Sent by Anonymous on 22 juillet, 19:02


[Reponsabiliser la masse]: quand la responsabilité est ambigue dans un accident impliquant des utilisateurs routiers de "calibre" différents (piétons - cyclistes - automobiles - camions) le fardeau de la preuve d'innocence incombe au plus lourd (donc plus dangereus) des deux parties. [L'emportièrage tue]: l'état doit établir un plan à long terme permettant les circulations cyclistes fluides à 1.5 mètres des véhicules stationnés.[Le sommeil au volant tue]: le code criminel (et les références du CSR) doit considérer cela au même titre que l'ivresse au volant ou la négligence criminelle. [L'intimidation peut tuer]: klaxonner un cycliste (camions surtout) peut lui faire perdre le contrôle et lui occasionner de graves conséquences s'il tombe sous un véhicule motorisé, l'intimidation de quelque nature doit être considéré comme une voie de fait pouvant causer la mort. [Le partage de la route peut tuer]: quand des véhicules de masse trop différentes côtoient le même espace, les erreurs de l'un (le plus gros) peuvent être fatales pour l'autre (le plus petit), l'état doit privilégier le maximum d'espaces cyclables utilitaires hors d'atteinte des véhicules routiers tout comme les piétons sont hors d'atteinte tant qu'ils sont sur le trottoir. [Les intersections peuvent tuer]: il doit y avoir de meilleurs indicatifs de circulation qu'actuellement pour séparer les "masses" trop différentes se partageant les intersections. Le CSR ne peut à lui seul régler tous les problèmes, il y a l'extra-CSR - les lois et les infrastructures qui doivent être ajustées en même temps. Il faut un plan à long terme en plus de modifications plus facilement faisable à court terme.

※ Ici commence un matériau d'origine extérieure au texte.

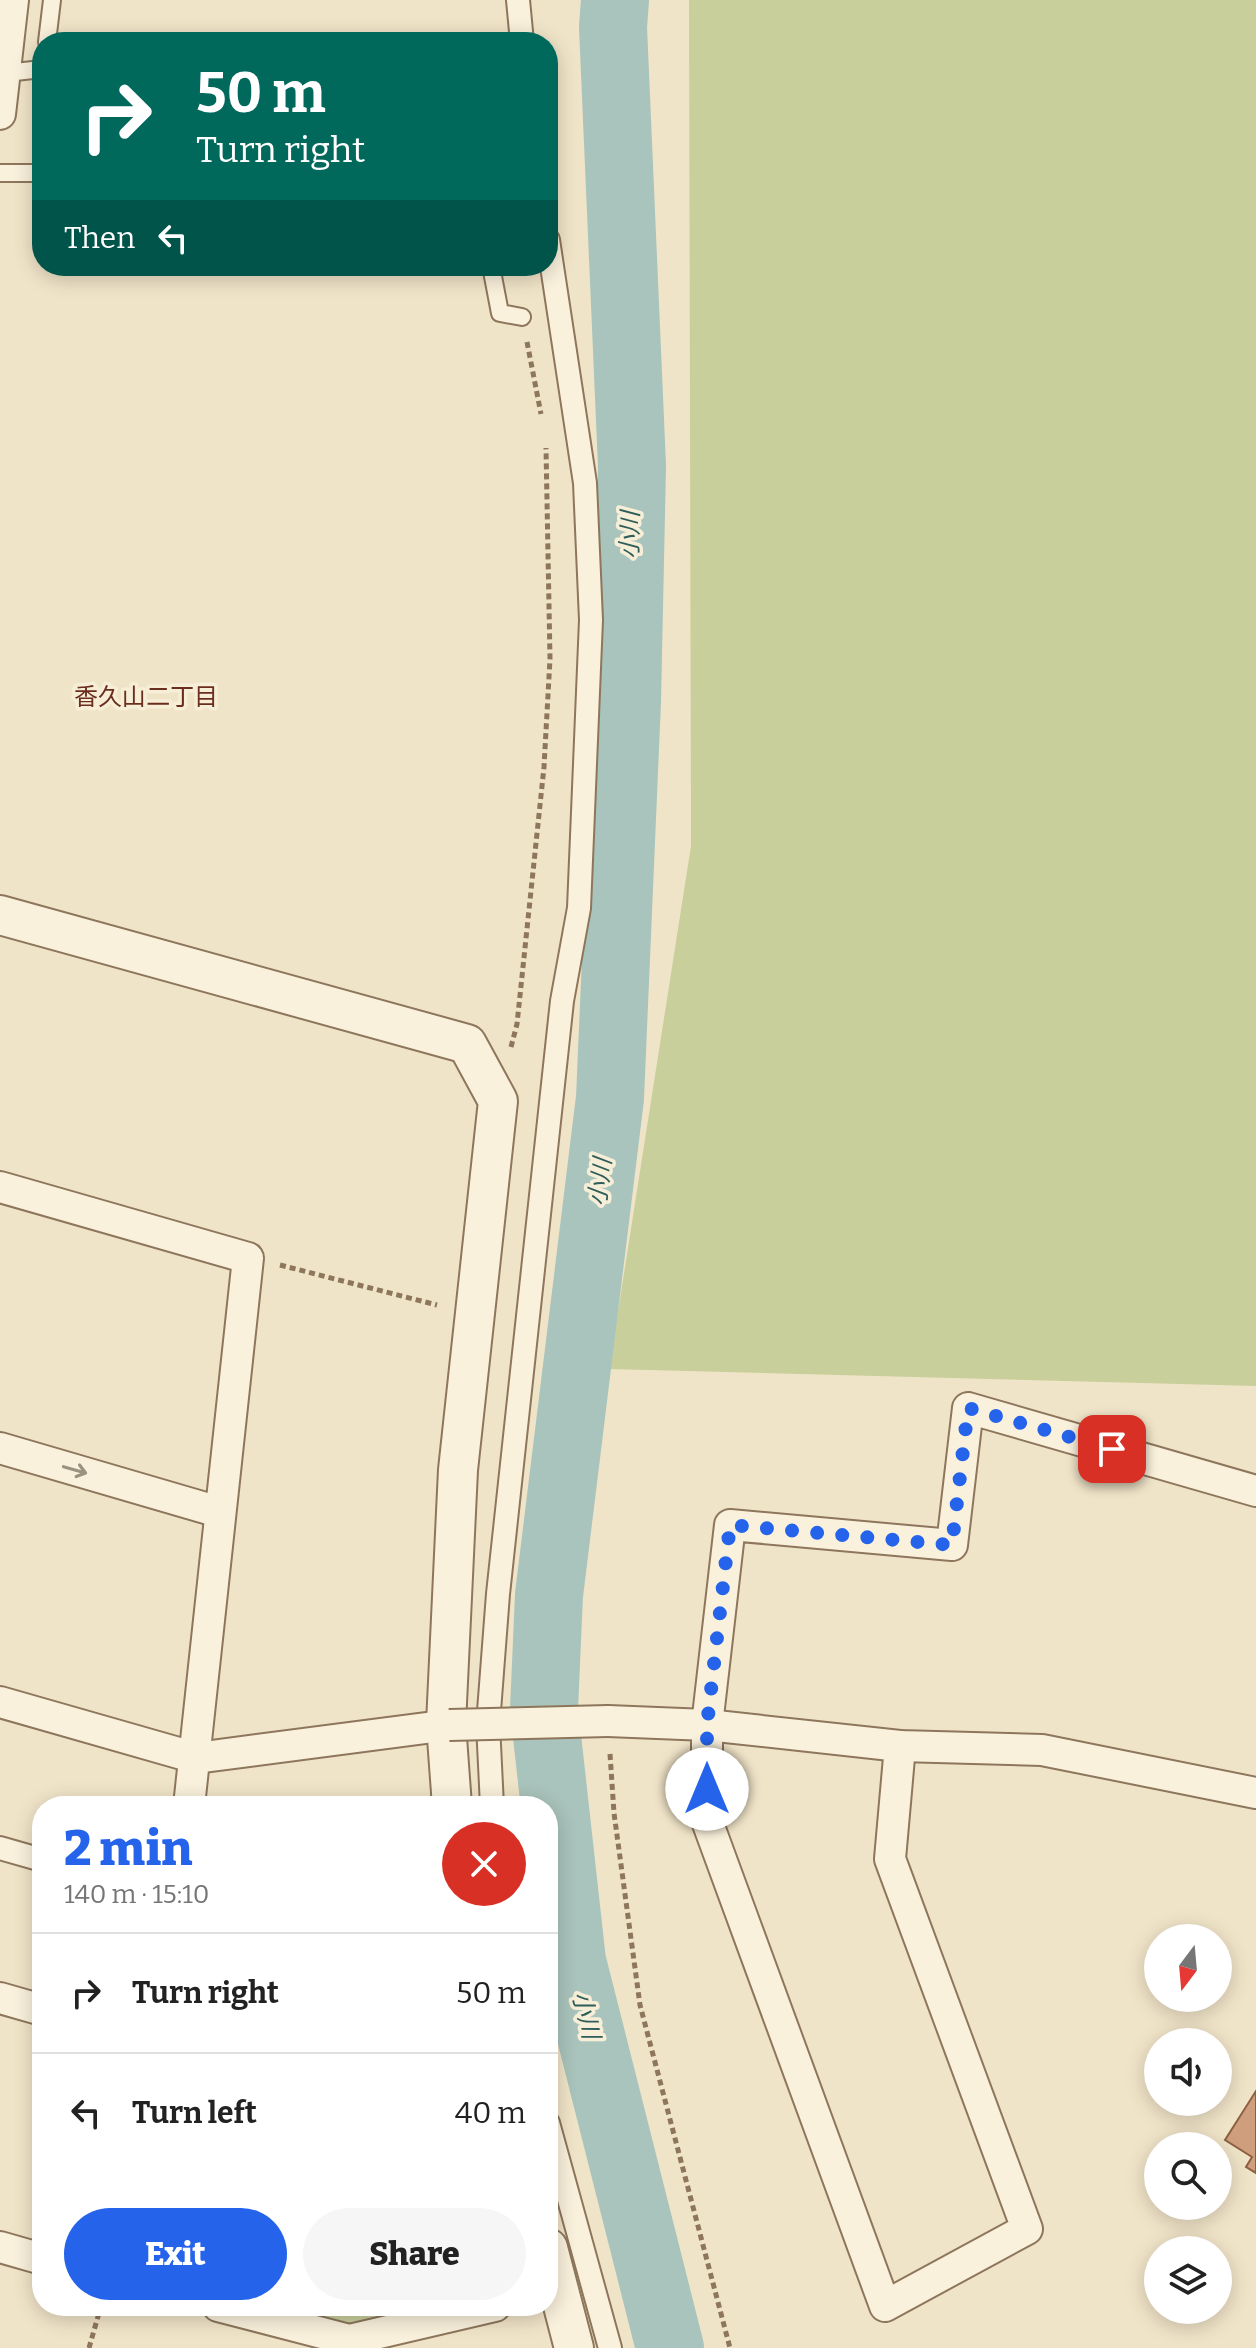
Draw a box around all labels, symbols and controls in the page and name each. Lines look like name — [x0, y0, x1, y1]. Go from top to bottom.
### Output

Sent by Roger Sarasin on 22 juillet, 13:53


Tout d’abord, félicitations pour cette initiative !

Pour ma part, je crois que le Code de la sécurité routière est bon dans son ensemble, mais que son manque de clarté (ici le partage de la route) fait en sorte qu’il n’est pas suffisamment respecté/appliqué au quotien.

Par exemple, il y a environ deux ans, alors que je complétais mon permis de conduire automobile, je me souviens très bien qu'on m'ait dit qu'il était bien de céder le passage aux passages piétonniers, mais en même temps, on m'indiquait qu'il valait mieux ne pas le faire, et cela en raison du danger de collision avec une voiture derrière moi…

De cette manière, ce double message, transmis tant par l’éducation des parents aux enfants (leurs comportements sur la route), des cours de conduite (c’est mon expérience, j’ignore si on peut généraliser), ainsi que par l’expérience en tant qu’automobiliste (ex : on se fait klaxonner parce qu’on s’immobilise afin de laisser traverser des piétons), favorise, je crois, un mauvais climat entre automobilistes, piétons et cyclistes. Sans prendre parti pour l’un plus que l’autre, il est tout à fait normal qu’une personne se frustre d’un incident tel que mentionné précédemment, car chaque parti se croit dans le cadre de son droit.
Ainsi, une clarification de ce qui est ou non accepté par la police, mais aussi socialement, permettrait une meilleure acceptation/compréhension des enjeux de la sécurité routière, et conséquemment, un meilleur climat sur la route.